Every record needs to be restated word for word.

********************

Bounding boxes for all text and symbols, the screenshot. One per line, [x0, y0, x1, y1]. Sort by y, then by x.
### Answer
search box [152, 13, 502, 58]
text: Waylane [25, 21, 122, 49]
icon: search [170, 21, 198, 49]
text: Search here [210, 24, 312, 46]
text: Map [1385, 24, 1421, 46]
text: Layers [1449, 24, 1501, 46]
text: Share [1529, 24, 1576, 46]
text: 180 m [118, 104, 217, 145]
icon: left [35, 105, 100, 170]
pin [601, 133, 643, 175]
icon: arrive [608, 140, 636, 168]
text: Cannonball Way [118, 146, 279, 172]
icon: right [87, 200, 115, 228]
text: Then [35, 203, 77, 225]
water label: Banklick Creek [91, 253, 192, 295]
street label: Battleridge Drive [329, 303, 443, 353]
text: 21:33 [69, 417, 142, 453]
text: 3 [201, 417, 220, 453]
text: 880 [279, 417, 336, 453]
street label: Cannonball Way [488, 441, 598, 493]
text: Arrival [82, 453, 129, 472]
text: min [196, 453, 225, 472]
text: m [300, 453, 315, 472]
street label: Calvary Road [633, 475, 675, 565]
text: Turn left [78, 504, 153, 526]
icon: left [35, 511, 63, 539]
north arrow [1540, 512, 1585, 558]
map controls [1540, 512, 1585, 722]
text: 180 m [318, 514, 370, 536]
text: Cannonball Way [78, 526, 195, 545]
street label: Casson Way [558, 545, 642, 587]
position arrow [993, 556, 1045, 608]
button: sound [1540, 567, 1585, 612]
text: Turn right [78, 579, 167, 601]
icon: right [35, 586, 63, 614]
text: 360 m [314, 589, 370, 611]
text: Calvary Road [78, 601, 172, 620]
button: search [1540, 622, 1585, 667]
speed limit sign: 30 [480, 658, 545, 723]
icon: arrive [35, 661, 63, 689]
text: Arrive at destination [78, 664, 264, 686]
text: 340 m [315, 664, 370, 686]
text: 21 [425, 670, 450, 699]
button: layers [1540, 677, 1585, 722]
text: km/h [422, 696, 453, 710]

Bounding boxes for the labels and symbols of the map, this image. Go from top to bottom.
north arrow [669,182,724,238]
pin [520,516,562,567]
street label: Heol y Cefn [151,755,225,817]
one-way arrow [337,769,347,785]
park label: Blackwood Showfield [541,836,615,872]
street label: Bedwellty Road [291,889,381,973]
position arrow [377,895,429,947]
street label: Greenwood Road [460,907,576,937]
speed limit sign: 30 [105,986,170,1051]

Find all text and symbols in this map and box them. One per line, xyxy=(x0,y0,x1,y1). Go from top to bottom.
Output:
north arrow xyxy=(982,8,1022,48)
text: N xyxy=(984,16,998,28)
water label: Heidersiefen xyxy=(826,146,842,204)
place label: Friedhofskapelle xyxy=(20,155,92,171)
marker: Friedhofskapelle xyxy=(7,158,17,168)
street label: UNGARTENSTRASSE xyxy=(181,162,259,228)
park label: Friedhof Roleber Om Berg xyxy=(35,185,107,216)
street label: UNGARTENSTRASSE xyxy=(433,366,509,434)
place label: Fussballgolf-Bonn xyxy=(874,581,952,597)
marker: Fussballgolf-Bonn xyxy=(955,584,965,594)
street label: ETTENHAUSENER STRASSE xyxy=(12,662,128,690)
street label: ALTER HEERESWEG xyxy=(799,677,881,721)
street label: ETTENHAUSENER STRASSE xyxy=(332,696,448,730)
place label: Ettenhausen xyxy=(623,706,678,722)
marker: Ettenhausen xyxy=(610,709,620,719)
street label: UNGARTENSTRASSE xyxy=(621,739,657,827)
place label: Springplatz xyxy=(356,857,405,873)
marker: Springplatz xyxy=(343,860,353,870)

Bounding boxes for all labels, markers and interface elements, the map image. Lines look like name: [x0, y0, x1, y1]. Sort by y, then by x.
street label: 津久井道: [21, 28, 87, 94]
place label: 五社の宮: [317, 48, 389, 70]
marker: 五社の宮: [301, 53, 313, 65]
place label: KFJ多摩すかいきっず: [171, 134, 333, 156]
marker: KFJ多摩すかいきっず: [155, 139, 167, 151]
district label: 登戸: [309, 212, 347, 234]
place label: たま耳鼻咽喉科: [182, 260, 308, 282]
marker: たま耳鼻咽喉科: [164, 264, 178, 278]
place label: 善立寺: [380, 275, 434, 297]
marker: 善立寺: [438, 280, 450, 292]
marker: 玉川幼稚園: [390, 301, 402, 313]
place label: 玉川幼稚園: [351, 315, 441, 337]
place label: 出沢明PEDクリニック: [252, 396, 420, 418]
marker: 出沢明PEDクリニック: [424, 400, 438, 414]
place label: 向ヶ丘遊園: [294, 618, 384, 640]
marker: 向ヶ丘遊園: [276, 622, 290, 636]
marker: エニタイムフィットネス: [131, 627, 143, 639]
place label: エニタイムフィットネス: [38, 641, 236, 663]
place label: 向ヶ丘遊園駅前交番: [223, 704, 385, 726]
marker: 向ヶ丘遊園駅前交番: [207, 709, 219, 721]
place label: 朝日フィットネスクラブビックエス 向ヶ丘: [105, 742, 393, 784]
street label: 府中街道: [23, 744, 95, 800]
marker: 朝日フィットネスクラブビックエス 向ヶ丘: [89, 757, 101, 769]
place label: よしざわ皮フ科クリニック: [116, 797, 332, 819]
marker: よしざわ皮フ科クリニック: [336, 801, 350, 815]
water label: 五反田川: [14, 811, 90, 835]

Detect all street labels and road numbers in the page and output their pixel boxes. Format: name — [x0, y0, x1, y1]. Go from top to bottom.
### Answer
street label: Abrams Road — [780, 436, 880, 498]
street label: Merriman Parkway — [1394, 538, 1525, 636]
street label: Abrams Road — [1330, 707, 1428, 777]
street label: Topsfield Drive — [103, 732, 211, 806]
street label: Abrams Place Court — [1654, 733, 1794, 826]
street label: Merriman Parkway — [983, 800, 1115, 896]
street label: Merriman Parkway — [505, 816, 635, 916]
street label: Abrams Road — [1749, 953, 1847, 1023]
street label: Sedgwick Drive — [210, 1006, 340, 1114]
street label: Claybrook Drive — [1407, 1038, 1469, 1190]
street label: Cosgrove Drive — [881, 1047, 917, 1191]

********************

Exercise output ->
Bounding boxes for all text and symbols, the screenshot. One per line, [x0, y0, x1, y1]. Sort by y, then by x.
### Answer
search box [152, 13, 502, 58]
text: Waylane [25, 21, 122, 49]
icon: search [170, 21, 198, 49]
text: Search here [210, 24, 312, 46]
text: Map [1385, 24, 1421, 46]
text: Layers [1449, 24, 1501, 46]
text: Share [1529, 24, 1576, 46]
text: 180 m [118, 104, 217, 145]
icon: left [35, 105, 100, 170]
pin [601, 133, 643, 175]
icon: arrive [608, 140, 636, 168]
text: Cannonball Way [118, 146, 279, 172]
icon: right [87, 200, 115, 228]
text: Then [35, 203, 77, 225]
water label: Banklick Creek [91, 253, 192, 295]
street label: Battleridge Drive [329, 303, 443, 353]
text: 21:33 [69, 417, 142, 453]
text: 3 [201, 417, 220, 453]
text: 880 [279, 417, 336, 453]
street label: Cannonball Way [488, 441, 598, 493]
text: Arrival [82, 453, 129, 472]
text: min [196, 453, 225, 472]
text: m [300, 453, 315, 472]
street label: Calvary Road [633, 475, 675, 565]
text: Turn left [78, 504, 153, 526]
icon: left [35, 511, 63, 539]
north arrow [1540, 512, 1585, 558]
map controls [1540, 512, 1585, 722]
text: 180 m [318, 514, 370, 536]
text: Cannonball Way [78, 526, 195, 545]
street label: Casson Way [558, 545, 642, 587]
position arrow [993, 556, 1045, 608]
button: sound [1540, 567, 1585, 612]
text: Turn right [78, 579, 167, 601]
icon: right [35, 586, 63, 614]
text: 360 m [314, 589, 370, 611]
text: Calvary Road [78, 601, 172, 620]
button: search [1540, 622, 1585, 667]
speed limit sign: 30 [480, 658, 545, 723]
icon: arrive [35, 661, 63, 689]
text: Arrive at destination [78, 664, 264, 686]
text: 340 m [315, 664, 370, 686]
text: 21 [425, 670, 450, 699]
button: layers [1540, 677, 1585, 722]
text: km/h [422, 696, 453, 710]

Bounding boxes for the labels and symbols of the map, this image. Go from top to bottom.
north arrow [669,182,724,238]
pin [520,516,562,567]
street label: Heol y Cefn [151,755,225,817]
one-way arrow [337,769,347,785]
park label: Blackwood Showfield [541,836,615,872]
street label: Bedwellty Road [291,889,381,973]
position arrow [377,895,429,947]
street label: Greenwood Road [460,907,576,937]
speed limit sign: 30 [105,986,170,1051]

Find all text and symbols in this map and box them. One per line, xyxy=(x0,y0,x1,y1). Go from top to bottom.
Output:
north arrow xyxy=(982,8,1022,48)
text: N xyxy=(984,16,998,28)
water label: Heidersiefen xyxy=(826,146,842,204)
place label: Friedhofskapelle xyxy=(20,155,92,171)
marker: Friedhofskapelle xyxy=(7,158,17,168)
street label: UNGARTENSTRASSE xyxy=(181,162,259,228)
park label: Friedhof Roleber Om Berg xyxy=(35,185,107,216)
street label: UNGARTENSTRASSE xyxy=(433,366,509,434)
place label: Fussballgolf-Bonn xyxy=(874,581,952,597)
marker: Fussballgolf-Bonn xyxy=(955,584,965,594)
street label: ETTENHAUSENER STRASSE xyxy=(12,662,128,690)
street label: ALTER HEERESWEG xyxy=(799,677,881,721)
street label: ETTENHAUSENER STRASSE xyxy=(332,696,448,730)
place label: Ettenhausen xyxy=(623,706,678,722)
marker: Ettenhausen xyxy=(610,709,620,719)
street label: UNGARTENSTRASSE xyxy=(621,739,657,827)
place label: Springplatz xyxy=(356,857,405,873)
marker: Springplatz xyxy=(343,860,353,870)

Bounding boxes for all labels, markers and interface elements, the map image. Lines look like name: [x0, y0, x1, y1]. Sort by y, then by x.
street label: 津久井道: [21, 28, 87, 94]
place label: 五社の宮: [317, 48, 389, 70]
marker: 五社の宮: [301, 53, 313, 65]
place label: KFJ多摩すかいきっず: [171, 134, 333, 156]
marker: KFJ多摩すかいきっず: [155, 139, 167, 151]
district label: 登戸: [309, 212, 347, 234]
place label: たま耳鼻咽喉科: [182, 260, 308, 282]
marker: たま耳鼻咽喉科: [164, 264, 178, 278]
place label: 善立寺: [380, 275, 434, 297]
marker: 善立寺: [438, 280, 450, 292]
marker: 玉川幼稚園: [390, 301, 402, 313]
place label: 玉川幼稚園: [351, 315, 441, 337]
place label: 出沢明PEDクリニック: [252, 396, 420, 418]
marker: 出沢明PEDクリニック: [424, 400, 438, 414]
place label: 向ヶ丘遊園: [294, 618, 384, 640]
marker: 向ヶ丘遊園: [276, 622, 290, 636]
marker: エニタイムフィットネス: [131, 627, 143, 639]
place label: エニタイムフィットネス: [38, 641, 236, 663]
place label: 向ヶ丘遊園駅前交番: [223, 704, 385, 726]
marker: 向ヶ丘遊園駅前交番: [207, 709, 219, 721]
place label: 朝日フィットネスクラブビックエス 向ヶ丘: [105, 742, 393, 784]
street label: 府中街道: [23, 744, 95, 800]
marker: 朝日フィットネスクラブビックエス 向ヶ丘: [89, 757, 101, 769]
place label: よしざわ皮フ科クリニック: [116, 797, 332, 819]
marker: よしざわ皮フ科クリニック: [336, 801, 350, 815]
water label: 五反田川: [14, 811, 90, 835]

Detect all street labels and road numbers in the page and output their pixel boxes. Format: name — [x0, y0, x1, y1]. Go from top to bottom.
### Answer
street label: Abrams Road — [780, 436, 880, 498]
street label: Merriman Parkway — [1394, 538, 1525, 636]
street label: Abrams Road — [1330, 707, 1428, 777]
street label: Topsfield Drive — [103, 732, 211, 806]
street label: Abrams Place Court — [1654, 733, 1794, 826]
street label: Merriman Parkway — [983, 800, 1115, 896]
street label: Merriman Parkway — [505, 816, 635, 916]
street label: Abrams Road — [1749, 953, 1847, 1023]
street label: Sedgwick Drive — [210, 1006, 340, 1114]
street label: Claybrook Drive — [1407, 1038, 1469, 1190]
street label: Cosgrove Drive — [881, 1047, 917, 1191]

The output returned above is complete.